Siccome alcune settimane prima era scoppiata una rivolta, oltretutto non una novità per Rikers Island, su più livelli si stava riflettendo su una serie di iniziative che potessero placare gli animi, almeno per un po’. Bond pensò che invitare James Brown, The Godfather Of Soul, potesse essere una buona idea, data l’attenzione che l’artista dedicava al tema delle droghe – su tutte l’eroina che ai tempi dilaniava la comunità afroamericana, anticipando l’epidemia di crack degli anni ‘80-’90 – e la sensibilità sempre manifestata nei confronti di chi era dietro le sbarre, circostanze, entrambe, che lo avevano interessato da più giovane. Brown acconsentì alla proposta di esibirsi in concerto nel penitenziario – per motivi di spazio stiamo riassumendo la vicenda al massimo, c’è da credere che per Bond arrivare a lui non fu una passeggiata all’inizio – e quello che ne derivò è ora un pezzo di storia di Rikers Island, uno dei pochi positivi, seppure tramandato e scarsamente documentato.

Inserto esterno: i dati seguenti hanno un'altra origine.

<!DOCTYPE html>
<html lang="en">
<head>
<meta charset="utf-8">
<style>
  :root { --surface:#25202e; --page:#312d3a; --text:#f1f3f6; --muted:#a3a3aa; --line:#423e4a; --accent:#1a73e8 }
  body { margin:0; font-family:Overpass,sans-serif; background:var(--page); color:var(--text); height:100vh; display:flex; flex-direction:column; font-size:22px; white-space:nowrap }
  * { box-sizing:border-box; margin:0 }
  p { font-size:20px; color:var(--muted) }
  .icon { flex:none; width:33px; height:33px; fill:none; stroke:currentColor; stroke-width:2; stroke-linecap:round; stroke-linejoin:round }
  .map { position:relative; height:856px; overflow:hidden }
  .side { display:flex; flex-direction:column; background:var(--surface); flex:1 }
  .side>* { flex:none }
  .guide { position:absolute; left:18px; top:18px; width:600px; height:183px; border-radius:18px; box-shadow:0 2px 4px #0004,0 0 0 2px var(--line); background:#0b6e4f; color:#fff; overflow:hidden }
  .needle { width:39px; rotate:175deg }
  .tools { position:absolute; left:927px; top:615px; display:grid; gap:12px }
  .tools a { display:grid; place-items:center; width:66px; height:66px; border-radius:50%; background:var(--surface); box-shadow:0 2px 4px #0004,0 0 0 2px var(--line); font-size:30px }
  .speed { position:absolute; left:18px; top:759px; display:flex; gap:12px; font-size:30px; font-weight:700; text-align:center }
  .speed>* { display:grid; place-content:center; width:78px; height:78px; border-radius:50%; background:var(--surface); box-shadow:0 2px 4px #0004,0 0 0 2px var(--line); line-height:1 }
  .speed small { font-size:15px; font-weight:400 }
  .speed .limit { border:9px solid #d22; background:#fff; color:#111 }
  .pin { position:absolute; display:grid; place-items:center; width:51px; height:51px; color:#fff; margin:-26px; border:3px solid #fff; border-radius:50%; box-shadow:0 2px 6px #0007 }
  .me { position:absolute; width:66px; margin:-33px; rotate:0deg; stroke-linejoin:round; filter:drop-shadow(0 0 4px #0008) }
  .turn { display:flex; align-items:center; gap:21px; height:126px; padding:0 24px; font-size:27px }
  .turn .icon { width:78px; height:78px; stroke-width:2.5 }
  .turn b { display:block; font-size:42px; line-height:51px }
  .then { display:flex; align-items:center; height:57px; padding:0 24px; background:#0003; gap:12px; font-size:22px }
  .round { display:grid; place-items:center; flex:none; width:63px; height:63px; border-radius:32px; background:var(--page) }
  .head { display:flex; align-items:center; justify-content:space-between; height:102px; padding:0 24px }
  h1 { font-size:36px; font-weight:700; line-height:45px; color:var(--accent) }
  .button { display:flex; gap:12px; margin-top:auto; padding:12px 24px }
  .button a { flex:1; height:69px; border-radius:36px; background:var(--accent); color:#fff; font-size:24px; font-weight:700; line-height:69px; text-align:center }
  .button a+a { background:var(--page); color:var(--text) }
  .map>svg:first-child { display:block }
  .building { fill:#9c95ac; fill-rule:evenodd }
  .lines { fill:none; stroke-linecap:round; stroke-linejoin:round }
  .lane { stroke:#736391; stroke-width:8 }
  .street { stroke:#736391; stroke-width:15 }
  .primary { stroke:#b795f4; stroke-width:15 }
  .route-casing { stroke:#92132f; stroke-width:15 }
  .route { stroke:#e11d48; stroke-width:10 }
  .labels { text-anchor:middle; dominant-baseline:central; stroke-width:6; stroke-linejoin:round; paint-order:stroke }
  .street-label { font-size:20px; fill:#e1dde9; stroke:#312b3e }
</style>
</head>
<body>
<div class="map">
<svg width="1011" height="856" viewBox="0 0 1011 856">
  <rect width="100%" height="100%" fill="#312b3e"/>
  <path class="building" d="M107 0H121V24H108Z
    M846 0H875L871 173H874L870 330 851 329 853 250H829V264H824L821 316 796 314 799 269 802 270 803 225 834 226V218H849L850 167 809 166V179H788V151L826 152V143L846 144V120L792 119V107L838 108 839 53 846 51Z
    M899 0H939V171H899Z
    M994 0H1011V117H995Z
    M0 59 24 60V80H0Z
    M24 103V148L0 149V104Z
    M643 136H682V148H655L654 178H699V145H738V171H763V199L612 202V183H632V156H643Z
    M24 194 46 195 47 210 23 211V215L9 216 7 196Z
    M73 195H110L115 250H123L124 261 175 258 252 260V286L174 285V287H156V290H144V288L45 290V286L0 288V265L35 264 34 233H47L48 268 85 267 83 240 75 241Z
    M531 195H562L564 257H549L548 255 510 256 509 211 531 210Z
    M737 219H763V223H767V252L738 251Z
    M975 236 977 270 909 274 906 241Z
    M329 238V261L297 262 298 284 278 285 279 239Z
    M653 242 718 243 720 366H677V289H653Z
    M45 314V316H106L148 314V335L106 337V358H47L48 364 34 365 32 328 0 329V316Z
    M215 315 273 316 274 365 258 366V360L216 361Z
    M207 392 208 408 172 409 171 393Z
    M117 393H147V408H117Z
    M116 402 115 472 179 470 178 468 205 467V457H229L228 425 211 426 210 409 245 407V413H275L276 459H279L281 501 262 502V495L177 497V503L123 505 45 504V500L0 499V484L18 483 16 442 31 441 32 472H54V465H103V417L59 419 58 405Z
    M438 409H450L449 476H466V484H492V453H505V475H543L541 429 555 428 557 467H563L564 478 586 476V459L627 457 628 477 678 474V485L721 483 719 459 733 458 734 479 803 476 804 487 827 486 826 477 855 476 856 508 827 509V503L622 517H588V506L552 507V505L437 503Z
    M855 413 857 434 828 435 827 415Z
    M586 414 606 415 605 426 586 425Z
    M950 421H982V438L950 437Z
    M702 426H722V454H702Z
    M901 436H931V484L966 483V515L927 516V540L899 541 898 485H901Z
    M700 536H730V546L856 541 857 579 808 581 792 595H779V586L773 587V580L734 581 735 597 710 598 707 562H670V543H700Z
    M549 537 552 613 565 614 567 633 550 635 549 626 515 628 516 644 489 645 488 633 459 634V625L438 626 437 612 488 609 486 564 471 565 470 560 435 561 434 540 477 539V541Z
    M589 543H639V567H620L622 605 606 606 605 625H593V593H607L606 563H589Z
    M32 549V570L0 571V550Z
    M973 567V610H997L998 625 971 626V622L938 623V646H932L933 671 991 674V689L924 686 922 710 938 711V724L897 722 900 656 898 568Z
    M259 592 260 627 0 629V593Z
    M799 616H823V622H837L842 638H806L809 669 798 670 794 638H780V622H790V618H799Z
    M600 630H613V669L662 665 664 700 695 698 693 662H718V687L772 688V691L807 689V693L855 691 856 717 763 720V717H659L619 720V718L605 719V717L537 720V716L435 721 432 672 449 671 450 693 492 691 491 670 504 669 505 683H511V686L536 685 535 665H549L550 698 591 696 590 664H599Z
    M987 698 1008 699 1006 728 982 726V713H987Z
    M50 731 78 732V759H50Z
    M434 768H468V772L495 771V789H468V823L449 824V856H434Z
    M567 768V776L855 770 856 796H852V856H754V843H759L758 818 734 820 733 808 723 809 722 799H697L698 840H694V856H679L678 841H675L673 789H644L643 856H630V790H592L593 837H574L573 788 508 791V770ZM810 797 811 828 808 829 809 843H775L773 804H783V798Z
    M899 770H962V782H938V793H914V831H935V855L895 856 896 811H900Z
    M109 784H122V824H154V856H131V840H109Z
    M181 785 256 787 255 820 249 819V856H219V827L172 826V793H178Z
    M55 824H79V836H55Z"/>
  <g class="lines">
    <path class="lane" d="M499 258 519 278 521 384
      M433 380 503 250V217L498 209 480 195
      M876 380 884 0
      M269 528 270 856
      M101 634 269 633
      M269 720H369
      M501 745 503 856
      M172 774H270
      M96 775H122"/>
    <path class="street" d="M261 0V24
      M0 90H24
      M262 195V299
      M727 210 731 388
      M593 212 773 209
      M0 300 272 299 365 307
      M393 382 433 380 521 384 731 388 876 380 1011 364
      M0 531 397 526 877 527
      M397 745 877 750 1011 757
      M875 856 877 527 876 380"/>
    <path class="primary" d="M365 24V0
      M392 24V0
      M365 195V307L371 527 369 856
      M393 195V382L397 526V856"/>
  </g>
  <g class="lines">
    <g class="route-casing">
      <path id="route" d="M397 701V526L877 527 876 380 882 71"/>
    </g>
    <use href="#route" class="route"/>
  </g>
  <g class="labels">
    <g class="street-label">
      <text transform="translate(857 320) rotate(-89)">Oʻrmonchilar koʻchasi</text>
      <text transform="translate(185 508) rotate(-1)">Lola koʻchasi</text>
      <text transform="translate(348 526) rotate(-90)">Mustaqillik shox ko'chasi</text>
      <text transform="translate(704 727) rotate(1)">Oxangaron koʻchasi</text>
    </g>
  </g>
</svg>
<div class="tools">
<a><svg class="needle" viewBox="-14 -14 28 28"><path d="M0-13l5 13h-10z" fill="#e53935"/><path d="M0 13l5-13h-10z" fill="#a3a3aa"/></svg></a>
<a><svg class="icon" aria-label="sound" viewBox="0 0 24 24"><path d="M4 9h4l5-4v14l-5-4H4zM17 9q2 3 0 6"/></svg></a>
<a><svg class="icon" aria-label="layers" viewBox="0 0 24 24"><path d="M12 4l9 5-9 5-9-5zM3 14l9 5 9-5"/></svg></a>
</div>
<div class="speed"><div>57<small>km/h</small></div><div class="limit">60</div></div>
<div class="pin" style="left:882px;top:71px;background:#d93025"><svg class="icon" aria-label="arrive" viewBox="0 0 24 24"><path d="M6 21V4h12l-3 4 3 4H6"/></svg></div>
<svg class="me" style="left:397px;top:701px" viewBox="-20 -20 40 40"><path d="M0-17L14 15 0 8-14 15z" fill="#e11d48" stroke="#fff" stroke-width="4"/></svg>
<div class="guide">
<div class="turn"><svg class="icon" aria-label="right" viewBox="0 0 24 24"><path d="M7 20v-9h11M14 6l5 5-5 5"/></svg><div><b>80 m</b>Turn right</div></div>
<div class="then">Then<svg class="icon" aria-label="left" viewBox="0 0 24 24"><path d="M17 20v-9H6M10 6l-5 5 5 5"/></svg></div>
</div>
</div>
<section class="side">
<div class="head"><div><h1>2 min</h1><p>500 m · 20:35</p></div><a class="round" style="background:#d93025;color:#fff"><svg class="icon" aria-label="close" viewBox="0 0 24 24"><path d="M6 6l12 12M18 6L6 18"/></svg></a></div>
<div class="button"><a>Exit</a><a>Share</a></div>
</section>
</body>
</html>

L’aspetto interessante è che, in quel 16 marzo 1972, Brown non si limitò a fare qualcosa di giusto per i detenuti a Rikers Island. Si presentò con 18 persone al seguito, tra coristi, musicisti e ballerini, più il comico Clay Tyson. Pretese, cioè, di allestire uno show in piena regola. Inoltre, secondo Anna Bond – giornalista e figlia di Gloria, la quale ha parlato con il NYT per conto della madre oggi 96enne – e non solo lei, Brown non venne pagato per lo spettacolo. Una storia dall’esito pecuniario diverso rispetto a quanto, con ogni probabilità, avvenne a Boston nell’aprile 1968, l’indomani dell’uccisione di Martin Luther King.
Ladies and Gentlemen
Fellow Americans
Lady Americans
This is James Brown
I wanna talk to you about one of our
Most deadly
Killers in the country today– James Brown, King Heroin, 1972
L’isola-penitenziario di Rikers può contenere oltre diecimila detenuti ed è abbastanza famigerata da renderla uno stato emotivo, chiaramente opprimente, un tropo utile agli artisti per descrivere determinate condizioni e conflitti interiori (ad esempio in Off To The Races di Lana Del Rey: Facing time again at Rikers Island / And I won’t get out).
In qualche misura, la storia della prigione, seppur problematica dalle origini, è legata a quella dell’incarcerazione di massa: di solito è dove vengono mandate persone che devono affrontare accuse penali (locali), che soffrono di disturbi mentali o che non possono permettersi la cauzione (o a cui è stata negata) e dunque sono in custodia cautelare, motivi che tutti insieme spiegano perché una parte consistente della popolazione carceraria di Rikers Island (l’85% secondo le stime di alcuni anni fa) è in attesa di giudizio. E in definitiva per gli stessi motivi, nel periodo dell’epidemia di crack, il numero complessivo di persone dentro era tanto più elevato di quanto lo sia oggi. Rikers ha sempre vissuto alti e bassi, in una scala in cui gli alti non sono mai davvero alti, ma i guai riguardano piuttosto la struttura – che facilita l’emersione di gruppi rivali e gli scontri tra i membri delle gang – e i metodi interni repressivi talvolta consentiti alle guardie carcerarie. «Circa il 93% della popolazione detenuta è di sesso maschile. Nella maggior parte dei casi sono afroamericani e latini provenienti da quartieri a basso reddito», riferiva il New York Times nel 2014. Nello stesso articolo si menzionavano gli sforzi dell’amministrazione di Rudy Giuliani che, con modalità non sempre encomiabili, era riuscita a ridurre la violenza nel carcere, tornata poi a salire con Michael Bloomberg sindaco.
(Too many)
Too many niggas in Rikers Island (Yeah)
Why must it be? (I said that there’s too many)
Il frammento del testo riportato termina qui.